PA: No Vicarious Liability if Lawyer Did Not Act in the Scope of His Employment

Atkinson v. Haug, 622 A.2d 983 (Pa. Super. 1993).

PA: Underlying real estate investment

Student Contributor: Laura Binski

Facts: Atkinson entered into a partnership agreement for an apartment complex with Haug, his friend and business associate. Haug was also a lawyer at Acton & Acton, P.C (“Acton”). The business investment failed, and Atkinson brought a legal malpractice action against Haug for misrepresentation and professional negligence. Atkinson also sued Acton under the theory of vicarious liability, claiming that Haug offered faulty business advice within the scope of his employment at Acton. The trial court entered summary judgment in favor of Acton and Atkinson appealed.
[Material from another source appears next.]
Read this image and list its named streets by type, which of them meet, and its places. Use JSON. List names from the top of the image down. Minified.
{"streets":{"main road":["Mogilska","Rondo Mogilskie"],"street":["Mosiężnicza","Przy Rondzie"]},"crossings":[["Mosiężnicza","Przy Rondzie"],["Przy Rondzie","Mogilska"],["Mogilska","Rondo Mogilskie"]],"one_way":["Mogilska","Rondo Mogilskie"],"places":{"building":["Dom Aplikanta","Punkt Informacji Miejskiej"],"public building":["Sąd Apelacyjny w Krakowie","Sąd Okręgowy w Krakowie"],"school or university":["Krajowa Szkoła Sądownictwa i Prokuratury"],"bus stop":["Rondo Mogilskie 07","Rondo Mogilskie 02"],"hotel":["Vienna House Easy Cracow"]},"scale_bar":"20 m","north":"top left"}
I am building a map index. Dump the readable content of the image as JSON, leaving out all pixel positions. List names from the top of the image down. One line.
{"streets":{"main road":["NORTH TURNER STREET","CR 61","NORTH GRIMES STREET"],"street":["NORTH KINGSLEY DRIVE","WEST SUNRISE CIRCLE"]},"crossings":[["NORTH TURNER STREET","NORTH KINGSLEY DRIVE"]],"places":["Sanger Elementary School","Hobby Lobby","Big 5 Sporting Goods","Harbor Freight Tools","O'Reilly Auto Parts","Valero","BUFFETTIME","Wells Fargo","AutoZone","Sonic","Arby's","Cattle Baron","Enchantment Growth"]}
Issue: Did a lawyer-client relationship exist between Atkinson and Haug that would defeat the trial court’s entry of summary judgment?

Ruling: No.

“Absent an express contract, an implied lawyer-client relationship will be found if (1) the purported client sought advice or assistance from the lawyer; (2) the advice sought was within the lawyer’s professional competence; (3) the lawyer expressly or impliedly agreed to give the assistance; and (4) it is reasonable for the client to believe the lawyer was representing him”

Sheinkopf v. Stone, 927 F.2d 1259 (1st Cir. 1991). Here, there was no express legal agreement, no fee arrangement or retainer, no discussion of legal consequences of the deal, and no indication that Atkinson asked Haug for legal advice. Therefore, there was no express or implied lawyer-client relationship. A subjective belief that a lawyer-client relationship exists is an insufficient basis to defeat summary judgment. If there was no lawyer-client relationship, it follows that Acton & Acton could not be held vicariously liable.

Lesson: Acton could only be held liable under the theory of vicarious liability if Haug was shown to be acting within the scope of his employment or with apparent authority from Acton. The mere fact that Haug happens to be a lawyer does not necessarily characterize everything he says as “legal advice.” Since there was no evidence that Haug was acting within the scope of his employment at Acton, vicarious liability does not exist.  

Retainer Agreements: The Importance of Clarity

Shaw v. Manufacturers Hanover Trust Co.,  68 N.Y.2d 172, 499 N.E.2d 864(App. Div.1986)

NY: Underlying  Personal Injury Action--Fee Dispute

Student Contributor: Candice L. Deaner

Facts: The Plaintiff brought a personal injury claim and retained the law firm  on a contingent fee basis. The agreement did not mention appeals. After the trial ended in a verdict for the defendant, the Plaintiff wanted to appeal. The law firm agreed, on the condition that Plaintiff advance the litigation expenses. Plaintiff refused and retained new counsel and eventually obtained an award of $1.5 million in the retrial. The original law firm then sought to collect on the award and the client objected.

Issue: Whether an attorney can collect on a contingency fee agreement when the terms of representation were not clearly stated?

Ruling: The New York State Court of Appeals denied the fee request.

1)  Retainer agreements should be clear on the scope of representation. The Court said,

"The importance of an attorney's clear agreement with a client as to the essential terms of representation cannot be overstated. The client should be fully informed of all relevant facts and the basis of the fee charges, especially in contingent fee arrangements.”

2) The contract should be viewed in a light most favorable to the client. The court held “Had the client maintained that the retainer agreement required respondent's representation through conclusion of the matter, that would have been the mandated interpretation. But here, the client has asserted that the contract terminated upon entry of an adverse judgment. We hold that the agreement must be construed so to provide."

3) The court found that the agreement only spoke of adjudicating the claim. Even if the contract applied to an appeal, the law firm breached the contract by insisting on an additional term for handling the appeal; namely, advancing  expenses. The retainer agreement only addressed the computation of the ultimate fee, it made no provision for expenses.

The Lesson: Retainer agreements should contain clear language stating the legal services to be provided. The attorney should be sure that the client understands the scope of the attorney’s representation.. Attorney’s can safeguard themselves by including any and all limitations in writing, so that there is no question as to what the scope of employment was from the beginning of the attorney/client relationship.

Note: From a malpractice viewpoint, a clear "scope of the engagement" clause is critical to protecting the lawyer from liability for services that are beyond the scope of the engagement.